Rola – surpresa! – um funk brasileiro em português que fala de “perereca” e de “novinhas”.

Rola – surpresa máxima! – uma versão de “É o Amor” (1991), de Zezé di Camargo & Luciano, cantada em português, mas com forte sotaque castelhano, paraguayo, portunhol, brasiguayo, espanhol ou seja lá o que for. O casal canta junto, apaixonadamente.

Rolam lágrimas dos meus olhos mortos de medo de música caipira.

“Quem tem medo de música caipira?”, a esta altura, soa como uma pergunta antiga.
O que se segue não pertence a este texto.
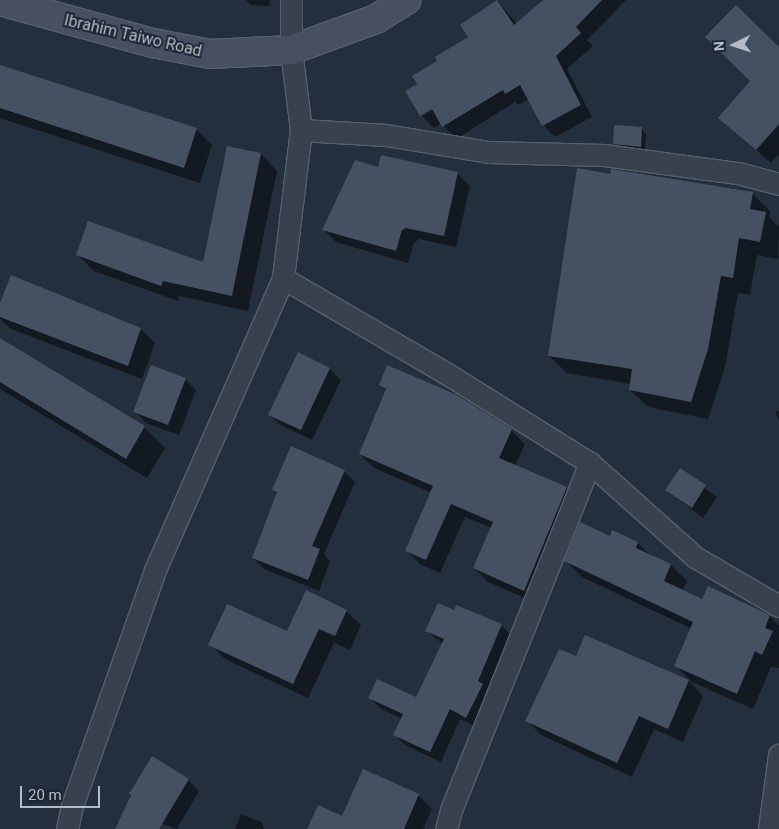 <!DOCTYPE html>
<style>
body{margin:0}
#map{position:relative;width:779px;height:829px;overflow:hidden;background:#242f3e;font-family:Roboto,sans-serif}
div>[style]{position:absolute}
.shadow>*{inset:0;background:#0007}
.building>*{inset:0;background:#455162}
.roads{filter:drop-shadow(1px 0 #565f6c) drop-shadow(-1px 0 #565f6c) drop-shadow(0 1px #565f6c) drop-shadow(0 -1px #565f6c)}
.minor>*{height:21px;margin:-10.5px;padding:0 10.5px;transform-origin:10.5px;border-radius:10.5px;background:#38414e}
.secondary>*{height:28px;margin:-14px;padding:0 14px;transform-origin:14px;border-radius:14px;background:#465061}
span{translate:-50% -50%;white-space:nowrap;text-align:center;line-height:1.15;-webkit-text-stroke:4px #1d2633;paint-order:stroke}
.street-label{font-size:16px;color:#b4bcc9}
.north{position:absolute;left:709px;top:20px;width:50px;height:50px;-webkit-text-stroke:4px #1d2633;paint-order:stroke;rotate:266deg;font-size:14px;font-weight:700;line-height:20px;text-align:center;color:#b4bcc9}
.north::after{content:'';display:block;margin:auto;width:18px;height:22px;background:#b4bcc9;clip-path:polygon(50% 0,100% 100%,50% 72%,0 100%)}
.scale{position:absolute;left:20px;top:786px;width:80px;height:22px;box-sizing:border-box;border:2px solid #b4bcc9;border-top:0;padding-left:6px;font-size:15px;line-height:18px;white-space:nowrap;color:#b4bcc9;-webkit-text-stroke:4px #1d2633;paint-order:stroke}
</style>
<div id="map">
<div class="shadow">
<div style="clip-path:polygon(246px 0,270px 0,269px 6px,251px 5px)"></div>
<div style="clip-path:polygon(evenodd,543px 0,626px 0,587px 40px,593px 46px,567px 69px,592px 117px,555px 137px,543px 125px,529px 99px,518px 105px,515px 102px,456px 139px,441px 123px,434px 128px,421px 115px,407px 92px,470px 37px,498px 1px,517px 24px,543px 0,437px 105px,438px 107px,423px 116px,423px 113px,437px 105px)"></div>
<div style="clip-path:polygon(779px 48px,779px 154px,771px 163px,720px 118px)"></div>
<div style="clip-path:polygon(0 66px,196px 129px,212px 145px,200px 183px,0 118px)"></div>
<div style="clip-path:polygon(641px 128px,646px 134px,645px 152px,619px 148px,614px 143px)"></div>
<div style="clip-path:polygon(228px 147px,261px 154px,277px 171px,248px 311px,179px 296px,178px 301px,94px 271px,78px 255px,204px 263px)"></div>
<div style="clip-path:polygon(379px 168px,457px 173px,470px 186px,456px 247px,419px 239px,414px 243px,408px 263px,336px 242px,324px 230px)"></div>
<div style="clip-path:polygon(612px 175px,752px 193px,770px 211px,769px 217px,779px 227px,778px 259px,757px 255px,750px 295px,738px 293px,725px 367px,708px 419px,648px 407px,630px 390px,631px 384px,567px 373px,549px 356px)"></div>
<div style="clip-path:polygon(12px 277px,141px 329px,155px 343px,142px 379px,11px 329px,0 319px,0 306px)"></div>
<div style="clip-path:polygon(0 339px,144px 427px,165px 448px,147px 478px,0 389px)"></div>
<div style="clip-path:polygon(299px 354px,330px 369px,341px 380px,312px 440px,281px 425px,270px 415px)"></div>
<div style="clip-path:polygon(185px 379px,196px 390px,179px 435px,146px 423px,135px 412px)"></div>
<div style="clip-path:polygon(380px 385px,511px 430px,525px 444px,515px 466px,566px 488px,580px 502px,538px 604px,488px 582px,474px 568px,492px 528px,465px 517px,440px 573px,420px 564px,406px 550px,432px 493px,374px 468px,360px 454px,387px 392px)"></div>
<div style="clip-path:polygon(775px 411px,779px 411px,779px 421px)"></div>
<div style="clip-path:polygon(680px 469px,717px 497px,703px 518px,666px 490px)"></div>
<div style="clip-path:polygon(344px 471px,355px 482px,324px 554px,330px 561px,319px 591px,264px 569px,253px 558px,278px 494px,273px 490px)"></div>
<div style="clip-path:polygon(610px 538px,638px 543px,652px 557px,671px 565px,687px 581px,682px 591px,702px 600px,708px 587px,770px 616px,779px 626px,779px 668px,771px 667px,753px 709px,692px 682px,676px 666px,692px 629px,582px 577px,566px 561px)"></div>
<div style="clip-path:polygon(346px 611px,361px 625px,350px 650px,334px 643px,308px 698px,225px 659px,210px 644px,288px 633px)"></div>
<div style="clip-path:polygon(454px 611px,501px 625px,512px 636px,477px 727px,460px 719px,441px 762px,405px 745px,395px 735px,402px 719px,380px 708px,370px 698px,417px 698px,443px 644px,427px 631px)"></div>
<div style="clip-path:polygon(586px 636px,689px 681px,703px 696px,683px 742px,654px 729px,632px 777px,541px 735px,527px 720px,577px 658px)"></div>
<div style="clip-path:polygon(188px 780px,199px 791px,177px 829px,139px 816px,128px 805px,130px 794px)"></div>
<div style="clip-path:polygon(418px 795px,432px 809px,423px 829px,308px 829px)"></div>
<div style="clip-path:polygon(241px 814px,261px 822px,265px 829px,235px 829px)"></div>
</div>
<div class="building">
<div style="clip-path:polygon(497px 0,514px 25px,543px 0,602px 0,576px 27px,581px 33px,556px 56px,581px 105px,542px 126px,520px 85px,505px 94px,503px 90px,442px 127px,432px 109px,420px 116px,405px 91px,417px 84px,412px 76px,437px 61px,435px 57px,468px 37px,460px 25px)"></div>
<div style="clip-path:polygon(736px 5px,779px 47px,779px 124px,756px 150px,718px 118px,750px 81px,705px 37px)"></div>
<div style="clip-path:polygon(0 65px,197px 128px,184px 168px,0 108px)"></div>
<div style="clip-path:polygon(614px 125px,642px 127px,641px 147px,613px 144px)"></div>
<div style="clip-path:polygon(227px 146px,261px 153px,232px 296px,163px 281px,161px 286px,76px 255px,88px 221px,203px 262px)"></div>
<div style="clip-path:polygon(381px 155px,458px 172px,444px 236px,406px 228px,402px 230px,396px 251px,322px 230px,355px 160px,378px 167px)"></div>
<div style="clip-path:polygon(577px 168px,610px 174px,611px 169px,753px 192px,750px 209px,766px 212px,760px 242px,739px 238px,733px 278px,721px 276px,708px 349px,691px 402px,629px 390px,632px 369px,548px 356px)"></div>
<div style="clip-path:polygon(11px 275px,141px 328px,128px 366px,0 317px,0 303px)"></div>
<div style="clip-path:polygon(0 338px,145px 426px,126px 459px,0 382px)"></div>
<div style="clip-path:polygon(298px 352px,330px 368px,301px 430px,268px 415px)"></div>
<div style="clip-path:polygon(151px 365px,186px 378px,168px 425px,133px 412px)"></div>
<div style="clip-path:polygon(387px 365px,455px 394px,512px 429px,499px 458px,567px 487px,524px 591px,473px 568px,493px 522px,451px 504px,426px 560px,405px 551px,433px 486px,359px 454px,386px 389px,379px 385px)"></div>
<div style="clip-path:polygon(291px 446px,345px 470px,312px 546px,320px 549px,308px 580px,252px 558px,277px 492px,272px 490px)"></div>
<div style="clip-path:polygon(680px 468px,706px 485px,692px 508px,665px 490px)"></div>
<div style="clip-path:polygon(580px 522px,610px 536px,612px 530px,638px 542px,636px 548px,671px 564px,664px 581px,702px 599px,708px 586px,770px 615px,765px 628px,773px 631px,762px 655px,755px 651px,737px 694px,674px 666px,693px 622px,564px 561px)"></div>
<div style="clip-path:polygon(306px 590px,347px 610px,335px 636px,319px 629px,293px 684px,208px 645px,227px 604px,287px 631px)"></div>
<div style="clip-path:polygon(438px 603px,454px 610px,456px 605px,502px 624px,478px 681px,483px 684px,466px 718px,450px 709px,430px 752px,393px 735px,403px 714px,368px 698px,377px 679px,416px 697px,444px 639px,425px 631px)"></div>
<div style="clip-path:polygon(585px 635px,689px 680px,668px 729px,639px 716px,617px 763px,525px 721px,559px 649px,576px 656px)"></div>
<div style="clip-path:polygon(152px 756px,189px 779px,159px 829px,115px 829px,131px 795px,129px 794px)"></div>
<div style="clip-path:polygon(363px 769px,419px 794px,404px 829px,307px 829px,318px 805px,342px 816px)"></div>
</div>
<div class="roads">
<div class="minor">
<div style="left:301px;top:130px;width:85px;rotate:3.4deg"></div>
<div style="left:386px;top:135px;width:104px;rotate:9.4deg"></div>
<div style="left:489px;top:152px;width:115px;rotate:1.5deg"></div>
<div style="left:604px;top:155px;width:135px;rotate:7.7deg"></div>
<div style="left:738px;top:173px;width:42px;rotate:15deg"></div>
<div style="left:283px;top:278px;width:192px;rotate:30.3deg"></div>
<div style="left:449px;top:375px;width:166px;rotate:32deg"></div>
<div style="left:590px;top:463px;width:141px;rotate:41.8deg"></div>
<div style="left:695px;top:557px;width:97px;rotate:30.3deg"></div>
<div style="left:67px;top:829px;width:24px;rotate:-78deg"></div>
<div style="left:72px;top:806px;width:250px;rotate:-70.6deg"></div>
<div style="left:155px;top:570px;width:319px;rotate:-66.3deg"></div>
<div style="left:283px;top:278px;width:149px;rotate:-83.1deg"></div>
<div style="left:301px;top:130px;width:81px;rotate:-97.1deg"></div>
<div style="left:291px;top:50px;width:50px;rotate:-90deg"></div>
<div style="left:446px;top:829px;width:20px;rotate:-75deg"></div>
<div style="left:451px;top:810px;width:374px;rotate:-68.2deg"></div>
<div style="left:769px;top:829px;width:75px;rotate:-82.3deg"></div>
</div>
<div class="secondary">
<div style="left:0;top:1px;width:159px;rotate:15.4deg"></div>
<div style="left:153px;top:43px;width:58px;rotate:10.9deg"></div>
<div style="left:210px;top:54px;width:81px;rotate:-2.8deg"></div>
<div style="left:291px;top:50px;width:90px;rotate:-20deg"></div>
<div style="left:376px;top:19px;width:36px;rotate:-32deg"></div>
</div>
</div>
<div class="street-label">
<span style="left:133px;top:36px;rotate:13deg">Ibrahim Taiwo Road</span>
</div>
<div class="north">N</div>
<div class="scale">20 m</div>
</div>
Tenho vontade de sair correndo pelado pelas florestas do Alto Paraná, gritando-perguntando por que, por que (por quê???) temos (tenho) tanto medo da música caipira.

A resposta me assombra há anos, e é tão evidente nesse trajeto que passa pelos guaranis paraguayos e passará pelos kaingang e xokleng e botocudos e xapecós das terras banhadas pelo rio Uruguai (divisa SC-RS) onde nasceu seu Zé meu pai (1929-2013). Temos medo, pânico, terror da música caipira (sertaneja, sertaneja universitária, tecnobrega, axé, forrozeira, lambadeira, vanerona etc. etc. etc.) porque precisamos conservar oculto no fundo de nós o sangue indígena que corre dentro de nossos corpos.
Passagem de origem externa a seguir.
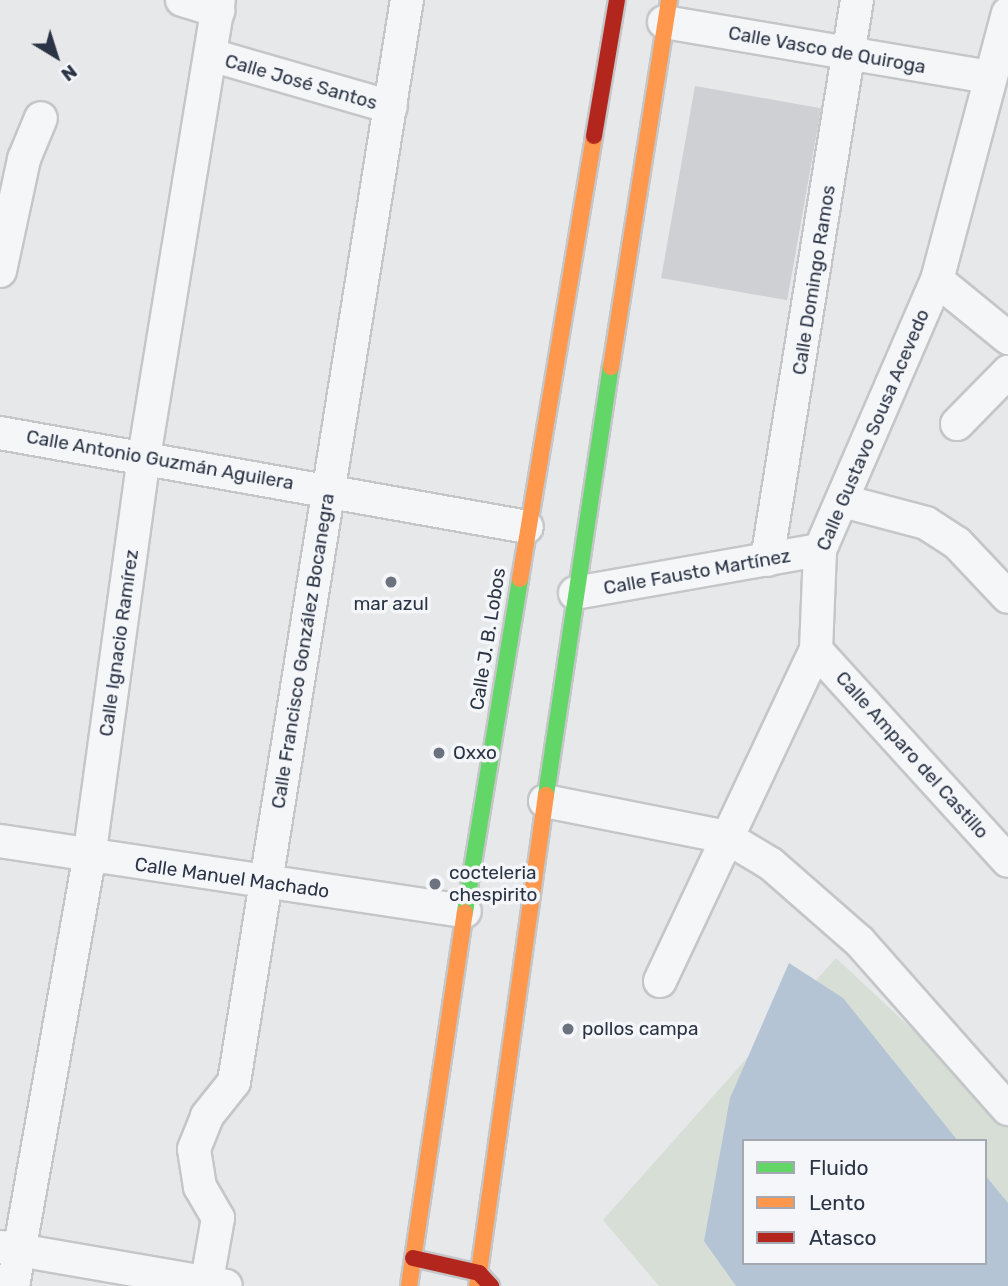 <!DOCTYPE html>
<html>
<head>
<meta charset="utf-8">
<style>
  body { margin:0 }
  #map { position:relative; width:1008px; height:1286px; overflow:hidden; background:#e6e8ea; font-family:Rubik,sans-serif }
  div>[style] { position:absolute }
  .green>* { inset:0; background:#d6ded6 }
  .water>* { inset:0; background:#b4c4d5 }
  .building>* { inset:0; background:#ced0d3; transform-origin:0 0 }
  .roads { filter:drop-shadow(2px 0 #c4c6c8) drop-shadow(-2px 0 #c4c6c8) drop-shadow(0 2px #c4c6c8) drop-shadow(0 -2px #c4c6c8) }
  .street>* { height:32px; margin:-16px; padding:0 16px; transform-origin:16px; border-radius:16px; background:#f5f6f7 }
  .fast>* { height:16px; margin:-8px; padding:0 8px; transform-origin:8px; border-radius:8px; background:#63d668 }
  .slow>* { height:16px; margin:-8px; padding:0 8px; transform-origin:8px; border-radius:8px; background:#ff974d }
  .jam>* { height:16px; margin:-8px; padding:0 8px; transform-origin:8px; border-radius:8px; background:#b3261e }
  .dots>* { width:19px; height:19px; translate:-50% -50%; box-sizing:border-box; border:4px solid #f4f6f9; border-radius:50% }
  span { translate:-50% -50%; white-space:nowrap; text-align:center; line-height:1.15; -webkit-text-stroke:7px #f4f6f9; paint-order:stroke }
  .street-label { font-size:19px; color:#2b3445 }
  .poi-label { font-size:19px; color:#2b3445 }
  .left { translate:0 -50%; text-align:left }
  .legend { position:absolute; left:742px; top:1139px; width:245px; height:126px; box-sizing:border-box; background:#f4f6f9; border:2px solid #a4a8b1; margin:0; padding:9px 12px; list-style:none; font-size:21px; color:#2b3445 }
  .legend li { display:flex; align-items:center; gap:14px; height:35px }
  .legend b { width:35px; border:2px solid #a4a8b1 }
  .north { position:absolute; left:21px; top:21px; width:70px; height:70px; -webkit-text-stroke:5px #f4f6f9; paint-order:stroke; rotate:142deg; font-size:19px; font-weight:700; line-height:28px; text-align:center; color:#2b3445 }
  .north::after { content:''; display:block; margin:auto; width:24px; height:32px; background:#2b3445; clip-path:polygon(50% 0,100% 100%,50% 72%,0 100%) }
</style>
</head>
<body>
<div id="map">
  <div class="green">
    <i style="clip-path:polygon(evenodd,836px 958px,1008px 1119px,1008px 1286px,659px 1286px,603px 1220px,836px 958px,744px 1141px,985px 1141px,985px 1263px,744px 1263px,744px 1141px)"></i>
  </div>
  <div class="water">
    <i style="clip-path:polygon(789px 963px,843px 998px,958px 1141px,744px 1141px,744px 1263px,985px 1263px,985px 1175px,1008px 1203px,1008px 1286px,736px 1286px,704px 1241px,730px 1098px)"></i>
  </div>
  <div class="building">
    <i style="left:695px;top:86px;width:128px;height:195px;rotate:10deg"></i>
  </div>
  <div class="roads">
    <div class="street">
      <i style="left:182px;top:0;width:38px;rotate:17deg"></i>
      <i style="left:664px;top:22px;width:331px;rotate:9.6deg"></i>
      <i style="left:211px;top:55px;width:187px;rotate:16.1deg"></i>
      <i style="left:0;top:271px;width:115px;rotate:-77.9deg"></i>
      <i style="left:24px;top:159px;width:44px;rotate:-67.5deg"></i>
      <i style="left:937px;top:280px;width:92px;rotate:39.2deg"></i>
      <i style="left:957px;top:424px;width:73px;rotate:-45.6deg"></i>
      <i style="left:0;top:433px;width:535px;rotate:10.11deg"></i>
      <i style="left:843px;top:501px;width:86px;rotate:14.8deg"></i>
      <i style="left:926px;top:523px;width:37px;rotate:33deg"></i>
      <i style="left:957px;top:543px;width:74px;rotate:46.6deg"></i>
      <i style="left:767px;top:560px;width:567px;rotate:-80.87deg"></i>
      <i style="left:575px;top:593px;width:249px;rotate:-10deg"></i>
      <i style="left:816px;top:650px;width:285px;rotate:47.7deg"></i>
      <i style="left:545px;top:801px;width:185px;rotate:11.2deg"></i>
      <i style="left:726px;top:837px;width:52px;rotate:31deg"></i>
      <i style="left:771px;top:864px;width:118px;rotate:41.2deg"></i>
      <i style="left:860px;top:942px;width:223px;rotate:48.5deg"></i>
      <i style="left:0;top:841px;width:470px;rotate:8.6deg"></i>
      <i style="left:660px;top:981px;width:366px;rotate:-64.8deg"></i>
      <i style="left:816px;top:650px;width:100px;rotate:-87.7deg"></i>
      <i style="left:820px;top:550px;width:294px;rotate:-66.6deg"></i>
      <i style="left:937px;top:280px;width:276px;rotate:-75.1deg"></i>
      <i style="left:1px;top:1247px;width:228px;rotate:9.8deg"></i>
      <i style="left:13px;top:1286px;width:435px;rotate:-79.9deg"></i>
      <i style="left:89px;top:858px;width:405px;rotate:-82.2deg"></i>
      <i style="left:144px;top:457px;width:463px;rotate:-80.7deg"></i>
      <i style="left:206px;top:1286px;width:69px;rotate:-80deg"></i>
      <i style="left:218px;top:1218px;width:36px;rotate:-120deg"></i>
      <i style="left:200px;top:1187px;width:38px;rotate:-99deg"></i>
      <i style="left:194px;top:1149px;width:35px;rotate:-68deg"></i>
      <i style="left:207px;top:1116px;width:43px;rotate:-51.5deg"></i>
      <i style="left:234px;top:1082px;width:1096px;rotate:-80.92deg"></i>
    </div>
    <div class="fast">
      <i style="left:546px;top:795px;width:433px;rotate:-81.4deg"></i>
      <i style="left:465px;top:912px;width:338px;rotate:-80.6deg"></i>
    </div>
    <div class="slow">
      <i style="left:611px;top:367px;width:372px;rotate:-81deg"></i>
      <i style="left:520px;top:579px;width:449px;rotate:-80.5deg"></i>
      <i style="left:409px;top:1286px;width:378px;rotate:-81.5deg"></i>
      <i style="left:477px;top:1286px;width:496px;rotate:-82deg"></i>
    </div>
    <div class="jam">
      <i style="left:594px;top:136px;width:138px;rotate:-80.4deg"></i>
      <i style="left:413px;top:1258px;width:68px;rotate:12.8deg"></i>
      <i style="left:479px;top:1273px;width:18px;rotate:47deg"></i>
    </div>
  </div>
  <div class="dots">
    <i style="left:391px;top:582px;background:#6c737f"></i>
    <i style="left:439px;top:753px;background:#6c737f"></i>
    <i style="left:435px;top:884px;background:#6c737f"></i>
    <i style="left:568px;top:1029px;background:#6c737f"></i>
  </div>
  <div class="street-label">
    <span style="left:827px;top:50px;rotate:10deg">Calle Vasco de Quiroga</span>
    <span style="left:301px;top:82px;rotate:16deg">Calle José Santos</span>
    <span style="left:814px;top:280px;rotate:-81deg">Calle Domingo Ramos</span>
    <span style="left:873px;top:430px;rotate:-67deg">Calle Gustavo Sousa Acevedo</span>
    <span style="left:160px;top:460px;rotate:10deg">Calle Antonio Guzmán Aguilera</span>
    <span style="left:697px;top:572px;rotate:-10deg">Calle Fausto Martínez</span>
    <span style="left:488px;top:639px;rotate:-81deg">Calle J. B. Lobos</span>
    <span style="left:119px;top:643px;rotate:-82deg">Calle Ignacio Ramírez</span>
    <span style="left:303px;top:651px;rotate:-81deg">Calle Francisco González Bocanegra</span>
    <span style="left:912px;top:755px;rotate:48deg">Calle Amparo del Castillo</span>
    <span style="left:232px;top:878px;rotate:8deg">Calle Manuel Machado</span>
  </div>
  <div class="poi-label">
    <span style="left:391px;top:604px">mar azul</span>
    <span class="left" style="left:453px;top:753px">Oxxo</span>
    <span class="left" style="left:449px;top:884px">cocteleria<br>chespirito</span>
    <span class="left" style="left:582px;top:1029px">pollos campa</span>
  </div>
  <ul class="legend">
  <li><b style="height:9px;background:#63d668"></b>Fluido</li>
  <li><b style="height:9px;background:#ff974d"></b>Lento</li>
  <li><b style="height:9px;background:#b3261e"></b>Atasco</li>
  </ul>
  <div class="north">N</div>
</div>
</body>
</html>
Temos medo da música caipirossertaneja (bom dia, Luiz Gonzaga!, boa tarde, Teixeirinha!, boa noite, Inezita Barroso!) porque ela é a voz lamentosa dos índios brasileiros que se encontrou com as violas portuguesas que violaram as índias e os índios brasileiras no processo de estupro culturalmente conhecido como (………coloque seu próprio apelido no estupro………..). Ninguém gostamos de lembrar que somos todos filhos de um (de muitos) estupro(s).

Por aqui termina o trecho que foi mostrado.